Somalia drought 2025: UN warns 1.5 million need food aid urgently
Synopsis
Key Takeaways
The United Nations Office for the Coordination of Humanitarian Affairs (OCHA) has issued an urgent appeal for international assistance for Somalia, warning that 1.5 million people require food aid and more than 570,000 need emergency water support amid a severe and worsening drought crisis. The appeal, contained in OCHA's latest humanitarian report released on Sunday, 13 July, describes a compounding catastrophe driven by drought, flooding, shrinking aid budgets, and protracted armed conflict.
Scale of the Crisis
According to OCHA, severe drought conditions have directly affected roughly 250,000 people, with coastal and remote communities bearing the heaviest burden. The cumulative effect of overlapping crises has, the agency said, 'systematically undermined the resilience of millions of Somali households.' Northern regions of the country are reported to be among the hardest hit.

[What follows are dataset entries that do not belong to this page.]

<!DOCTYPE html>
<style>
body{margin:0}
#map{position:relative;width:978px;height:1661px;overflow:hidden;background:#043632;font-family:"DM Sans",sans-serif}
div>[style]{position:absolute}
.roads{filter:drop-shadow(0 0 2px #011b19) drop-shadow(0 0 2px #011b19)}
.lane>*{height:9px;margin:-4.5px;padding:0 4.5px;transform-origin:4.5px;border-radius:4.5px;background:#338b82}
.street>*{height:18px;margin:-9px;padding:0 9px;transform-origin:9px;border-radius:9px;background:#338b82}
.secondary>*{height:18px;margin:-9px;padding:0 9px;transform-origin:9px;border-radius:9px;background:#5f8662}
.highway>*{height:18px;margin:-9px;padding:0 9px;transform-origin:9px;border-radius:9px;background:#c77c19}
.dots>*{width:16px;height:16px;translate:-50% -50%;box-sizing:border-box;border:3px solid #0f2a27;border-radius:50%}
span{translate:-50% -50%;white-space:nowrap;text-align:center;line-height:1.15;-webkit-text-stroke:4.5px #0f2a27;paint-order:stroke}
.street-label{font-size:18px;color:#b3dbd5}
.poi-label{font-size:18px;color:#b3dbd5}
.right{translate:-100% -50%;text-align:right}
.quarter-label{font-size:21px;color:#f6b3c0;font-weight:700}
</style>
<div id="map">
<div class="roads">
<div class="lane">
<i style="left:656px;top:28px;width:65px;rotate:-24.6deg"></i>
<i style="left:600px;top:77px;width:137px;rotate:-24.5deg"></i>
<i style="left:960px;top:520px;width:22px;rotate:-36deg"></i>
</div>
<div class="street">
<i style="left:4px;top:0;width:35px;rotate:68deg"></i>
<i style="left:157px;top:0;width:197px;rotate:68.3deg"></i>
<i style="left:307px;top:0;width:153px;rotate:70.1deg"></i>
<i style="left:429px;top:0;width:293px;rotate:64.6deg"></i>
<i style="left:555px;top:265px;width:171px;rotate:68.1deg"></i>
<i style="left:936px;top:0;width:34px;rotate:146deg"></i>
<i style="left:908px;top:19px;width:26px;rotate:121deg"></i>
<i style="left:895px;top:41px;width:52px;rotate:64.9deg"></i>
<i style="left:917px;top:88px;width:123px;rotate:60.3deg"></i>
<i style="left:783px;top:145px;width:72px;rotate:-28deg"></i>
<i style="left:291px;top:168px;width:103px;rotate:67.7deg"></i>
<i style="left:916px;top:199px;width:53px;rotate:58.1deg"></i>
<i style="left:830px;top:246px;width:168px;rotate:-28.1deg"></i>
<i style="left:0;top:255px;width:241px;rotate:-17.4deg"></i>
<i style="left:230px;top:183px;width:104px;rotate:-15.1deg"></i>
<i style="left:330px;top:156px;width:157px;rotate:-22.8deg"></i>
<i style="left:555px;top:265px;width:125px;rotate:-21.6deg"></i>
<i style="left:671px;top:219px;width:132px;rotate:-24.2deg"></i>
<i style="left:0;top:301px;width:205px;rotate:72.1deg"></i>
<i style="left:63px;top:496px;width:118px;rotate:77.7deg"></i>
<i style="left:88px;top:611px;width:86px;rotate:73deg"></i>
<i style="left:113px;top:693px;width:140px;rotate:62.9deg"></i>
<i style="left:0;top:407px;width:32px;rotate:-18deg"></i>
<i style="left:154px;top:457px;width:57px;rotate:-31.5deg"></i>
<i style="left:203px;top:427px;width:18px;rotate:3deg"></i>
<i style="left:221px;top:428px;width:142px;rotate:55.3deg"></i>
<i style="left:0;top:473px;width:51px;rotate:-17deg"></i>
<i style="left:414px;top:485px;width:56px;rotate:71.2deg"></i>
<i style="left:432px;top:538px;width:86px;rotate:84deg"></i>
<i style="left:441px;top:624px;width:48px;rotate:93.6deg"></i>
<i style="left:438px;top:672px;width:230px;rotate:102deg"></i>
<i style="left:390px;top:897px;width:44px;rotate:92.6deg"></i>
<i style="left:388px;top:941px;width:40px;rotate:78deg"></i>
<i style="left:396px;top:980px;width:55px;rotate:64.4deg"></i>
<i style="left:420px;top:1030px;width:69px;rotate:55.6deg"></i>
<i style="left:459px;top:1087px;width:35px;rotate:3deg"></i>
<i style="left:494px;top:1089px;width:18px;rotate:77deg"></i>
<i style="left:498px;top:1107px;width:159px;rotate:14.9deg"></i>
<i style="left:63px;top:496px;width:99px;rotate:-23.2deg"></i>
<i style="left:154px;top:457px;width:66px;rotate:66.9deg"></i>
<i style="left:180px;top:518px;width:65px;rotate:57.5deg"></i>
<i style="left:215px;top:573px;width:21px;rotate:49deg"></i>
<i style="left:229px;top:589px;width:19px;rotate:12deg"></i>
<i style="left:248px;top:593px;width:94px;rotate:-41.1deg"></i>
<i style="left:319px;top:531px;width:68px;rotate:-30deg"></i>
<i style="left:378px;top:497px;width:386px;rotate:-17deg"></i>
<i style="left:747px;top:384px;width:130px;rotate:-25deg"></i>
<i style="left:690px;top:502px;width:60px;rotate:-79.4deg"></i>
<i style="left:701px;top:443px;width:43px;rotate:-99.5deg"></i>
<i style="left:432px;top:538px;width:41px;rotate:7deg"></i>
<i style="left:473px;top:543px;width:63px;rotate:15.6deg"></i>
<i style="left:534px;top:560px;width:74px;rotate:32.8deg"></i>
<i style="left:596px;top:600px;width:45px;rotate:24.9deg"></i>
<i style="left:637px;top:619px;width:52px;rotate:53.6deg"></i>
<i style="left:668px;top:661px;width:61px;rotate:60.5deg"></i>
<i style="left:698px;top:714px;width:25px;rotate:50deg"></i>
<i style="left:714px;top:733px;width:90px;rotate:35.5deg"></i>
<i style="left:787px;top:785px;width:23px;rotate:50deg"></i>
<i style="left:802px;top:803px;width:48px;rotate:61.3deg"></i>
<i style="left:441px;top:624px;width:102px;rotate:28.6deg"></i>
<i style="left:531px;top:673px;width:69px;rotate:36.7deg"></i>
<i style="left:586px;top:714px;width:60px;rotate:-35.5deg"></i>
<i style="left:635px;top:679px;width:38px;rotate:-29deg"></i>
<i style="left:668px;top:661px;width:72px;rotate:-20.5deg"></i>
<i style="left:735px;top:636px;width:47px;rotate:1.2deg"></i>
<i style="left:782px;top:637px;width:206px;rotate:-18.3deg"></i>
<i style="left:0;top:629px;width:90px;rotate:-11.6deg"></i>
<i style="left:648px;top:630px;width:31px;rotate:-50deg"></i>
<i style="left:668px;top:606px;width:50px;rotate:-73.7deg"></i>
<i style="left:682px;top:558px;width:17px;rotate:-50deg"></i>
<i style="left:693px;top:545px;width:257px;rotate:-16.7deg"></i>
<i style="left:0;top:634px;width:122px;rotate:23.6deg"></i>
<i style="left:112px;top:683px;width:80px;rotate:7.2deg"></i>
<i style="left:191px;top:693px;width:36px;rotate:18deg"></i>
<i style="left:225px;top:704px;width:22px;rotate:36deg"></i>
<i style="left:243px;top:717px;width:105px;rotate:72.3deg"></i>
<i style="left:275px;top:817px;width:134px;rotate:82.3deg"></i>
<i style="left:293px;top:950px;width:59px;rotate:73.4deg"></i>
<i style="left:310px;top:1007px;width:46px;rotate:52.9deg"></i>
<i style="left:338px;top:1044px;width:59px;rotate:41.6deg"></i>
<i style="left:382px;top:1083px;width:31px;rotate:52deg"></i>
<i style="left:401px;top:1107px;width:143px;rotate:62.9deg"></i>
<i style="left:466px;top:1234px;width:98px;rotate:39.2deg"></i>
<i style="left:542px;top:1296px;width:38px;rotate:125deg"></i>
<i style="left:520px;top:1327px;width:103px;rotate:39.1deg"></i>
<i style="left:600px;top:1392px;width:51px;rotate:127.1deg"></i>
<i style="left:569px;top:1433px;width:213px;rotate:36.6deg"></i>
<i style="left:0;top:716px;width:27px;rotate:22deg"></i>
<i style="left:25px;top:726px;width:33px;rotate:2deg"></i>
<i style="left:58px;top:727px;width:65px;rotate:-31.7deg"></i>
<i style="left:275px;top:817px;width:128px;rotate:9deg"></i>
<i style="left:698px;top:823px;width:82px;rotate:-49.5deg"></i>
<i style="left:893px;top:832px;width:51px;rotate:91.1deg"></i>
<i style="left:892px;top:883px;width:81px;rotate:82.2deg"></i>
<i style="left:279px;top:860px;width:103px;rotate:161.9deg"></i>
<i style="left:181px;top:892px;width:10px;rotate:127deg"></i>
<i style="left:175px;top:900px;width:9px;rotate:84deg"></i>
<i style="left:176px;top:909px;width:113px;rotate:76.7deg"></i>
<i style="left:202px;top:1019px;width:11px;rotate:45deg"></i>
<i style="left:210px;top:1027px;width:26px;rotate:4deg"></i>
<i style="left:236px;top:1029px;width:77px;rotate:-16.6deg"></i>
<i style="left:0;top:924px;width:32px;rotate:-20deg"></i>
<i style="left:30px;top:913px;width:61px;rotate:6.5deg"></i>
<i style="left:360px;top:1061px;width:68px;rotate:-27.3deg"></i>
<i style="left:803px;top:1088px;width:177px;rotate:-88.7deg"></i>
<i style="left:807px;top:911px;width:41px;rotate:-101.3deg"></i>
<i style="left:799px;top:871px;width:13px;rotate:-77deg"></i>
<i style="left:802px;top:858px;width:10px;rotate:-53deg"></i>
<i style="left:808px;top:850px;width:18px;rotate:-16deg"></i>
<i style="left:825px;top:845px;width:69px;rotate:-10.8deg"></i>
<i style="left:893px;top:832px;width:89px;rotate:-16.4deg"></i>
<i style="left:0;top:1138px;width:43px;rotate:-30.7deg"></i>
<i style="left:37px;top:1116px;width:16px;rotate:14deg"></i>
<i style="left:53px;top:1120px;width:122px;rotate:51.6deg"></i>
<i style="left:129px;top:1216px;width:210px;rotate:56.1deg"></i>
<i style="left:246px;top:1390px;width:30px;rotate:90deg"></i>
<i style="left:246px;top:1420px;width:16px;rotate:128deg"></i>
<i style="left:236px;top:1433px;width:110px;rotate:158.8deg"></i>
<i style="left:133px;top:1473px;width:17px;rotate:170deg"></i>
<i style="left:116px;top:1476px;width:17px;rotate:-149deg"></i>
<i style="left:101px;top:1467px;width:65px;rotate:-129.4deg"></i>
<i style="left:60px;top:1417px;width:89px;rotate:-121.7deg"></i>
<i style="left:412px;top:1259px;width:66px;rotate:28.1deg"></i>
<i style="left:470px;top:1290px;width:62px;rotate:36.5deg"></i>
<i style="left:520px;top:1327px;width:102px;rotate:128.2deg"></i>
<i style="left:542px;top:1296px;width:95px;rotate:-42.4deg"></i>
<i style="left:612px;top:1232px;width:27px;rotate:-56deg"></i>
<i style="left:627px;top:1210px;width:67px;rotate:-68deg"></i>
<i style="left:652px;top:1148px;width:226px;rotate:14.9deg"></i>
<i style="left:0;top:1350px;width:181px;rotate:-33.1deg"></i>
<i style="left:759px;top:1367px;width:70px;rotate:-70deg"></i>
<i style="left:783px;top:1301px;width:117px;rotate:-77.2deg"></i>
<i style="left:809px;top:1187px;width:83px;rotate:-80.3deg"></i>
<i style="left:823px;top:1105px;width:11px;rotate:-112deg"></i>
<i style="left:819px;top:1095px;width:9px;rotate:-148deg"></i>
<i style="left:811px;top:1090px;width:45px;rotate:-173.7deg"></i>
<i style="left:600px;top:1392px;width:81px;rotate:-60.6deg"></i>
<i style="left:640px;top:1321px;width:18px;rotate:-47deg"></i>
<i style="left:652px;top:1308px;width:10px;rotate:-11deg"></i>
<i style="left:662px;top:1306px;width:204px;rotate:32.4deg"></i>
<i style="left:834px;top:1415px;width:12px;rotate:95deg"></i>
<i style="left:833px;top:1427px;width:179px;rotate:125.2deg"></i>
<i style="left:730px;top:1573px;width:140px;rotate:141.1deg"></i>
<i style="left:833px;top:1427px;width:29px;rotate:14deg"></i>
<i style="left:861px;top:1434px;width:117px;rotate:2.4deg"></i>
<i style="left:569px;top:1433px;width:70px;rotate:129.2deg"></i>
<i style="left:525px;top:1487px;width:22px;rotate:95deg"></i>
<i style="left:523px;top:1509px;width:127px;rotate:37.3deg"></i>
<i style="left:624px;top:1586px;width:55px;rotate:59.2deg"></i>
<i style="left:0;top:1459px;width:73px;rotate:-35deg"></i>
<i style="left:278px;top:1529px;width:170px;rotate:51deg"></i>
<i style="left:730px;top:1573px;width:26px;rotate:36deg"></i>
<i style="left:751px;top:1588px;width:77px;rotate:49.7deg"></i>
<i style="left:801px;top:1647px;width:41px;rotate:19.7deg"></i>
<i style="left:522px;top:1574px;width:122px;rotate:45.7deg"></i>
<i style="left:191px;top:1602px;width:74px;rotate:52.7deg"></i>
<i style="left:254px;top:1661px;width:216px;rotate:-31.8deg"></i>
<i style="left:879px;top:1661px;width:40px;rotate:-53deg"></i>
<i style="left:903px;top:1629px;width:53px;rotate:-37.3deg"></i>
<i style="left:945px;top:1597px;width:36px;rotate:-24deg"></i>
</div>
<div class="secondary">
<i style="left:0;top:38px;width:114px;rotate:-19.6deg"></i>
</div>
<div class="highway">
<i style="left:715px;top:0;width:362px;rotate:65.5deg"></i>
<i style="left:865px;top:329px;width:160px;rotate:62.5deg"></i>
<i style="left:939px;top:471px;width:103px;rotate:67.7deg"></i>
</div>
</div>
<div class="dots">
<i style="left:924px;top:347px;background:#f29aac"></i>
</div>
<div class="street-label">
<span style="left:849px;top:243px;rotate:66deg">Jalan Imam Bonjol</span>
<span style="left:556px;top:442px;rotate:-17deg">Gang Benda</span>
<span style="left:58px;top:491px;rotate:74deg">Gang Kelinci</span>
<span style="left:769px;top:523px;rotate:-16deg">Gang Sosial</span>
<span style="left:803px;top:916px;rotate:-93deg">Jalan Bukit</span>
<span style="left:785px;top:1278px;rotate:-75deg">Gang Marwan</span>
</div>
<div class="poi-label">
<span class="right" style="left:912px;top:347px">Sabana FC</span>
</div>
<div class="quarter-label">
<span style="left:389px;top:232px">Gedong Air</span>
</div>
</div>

Malnutrition figures are particularly alarming. OCHA estimates that over 400,730 children are experiencing acute malnutrition — of whom 97,150 are classified as severe cases and 303,580 as moderate. The World Food Programme (WFP) separately reported that 1.9 million children across Somalia are suffering from acute malnutrition, placing the country among the world's worst malnutrition emergencies.
Emergency Hunger Levels Double
Last month, the WFP warned that emergency-level hunger — classified as IPC Phase 4 — now affects two million people, a twofold increase from the previous year's figure. This sharp deterioration signals a significant deepening of food insecurity across the country.
Critically, current humanitarian food assistance reaches only 450,000 people, leaving an estimated 76 per cent of those in IPC Phase 4 without any support through August. 'This gap will have severe consequences for the most vulnerable populations. Urgent funding is needed to scale up assistance and prevent further deterioration,' OCHA warned.
Funding Response and Gaps
The Somalia Humanitarian Fund has moved to bolster support in the famine-risk Buurhakaba district in the Bay region, channelling $4.7 million — including a recent reserve allocation of $2 million. While this represents a targeted response to one of the most at-risk areas, aid organisations have stressed that it falls far short of what is needed nationally.
Reproductive health services and emergency obstetric care remain severely limited, particularly for nomadic communities, according to OCHA. The drought has also disrupted education, with more than 820 schools reportedly closed.
Broader Context and What Comes Next
Somalia has faced recurring cycles of drought and famine for decades, with the 2011 famine claiming an estimated 260,000 lives. This latest crisis comes amid declining global humanitarian funding, as donor fatigue and competing crises divert resources. The twofold spike in IPC Phase 4 populations within a single year marks one of the most rapid deteriorations in recent memory.
Aid agencies are calling on international donors to urgently bridge the funding gap before conditions deteriorate further into the lean season. Without a significant scale-up in assistance, humanitarian organisations warn that famine conditions could emerge in the most affected districts.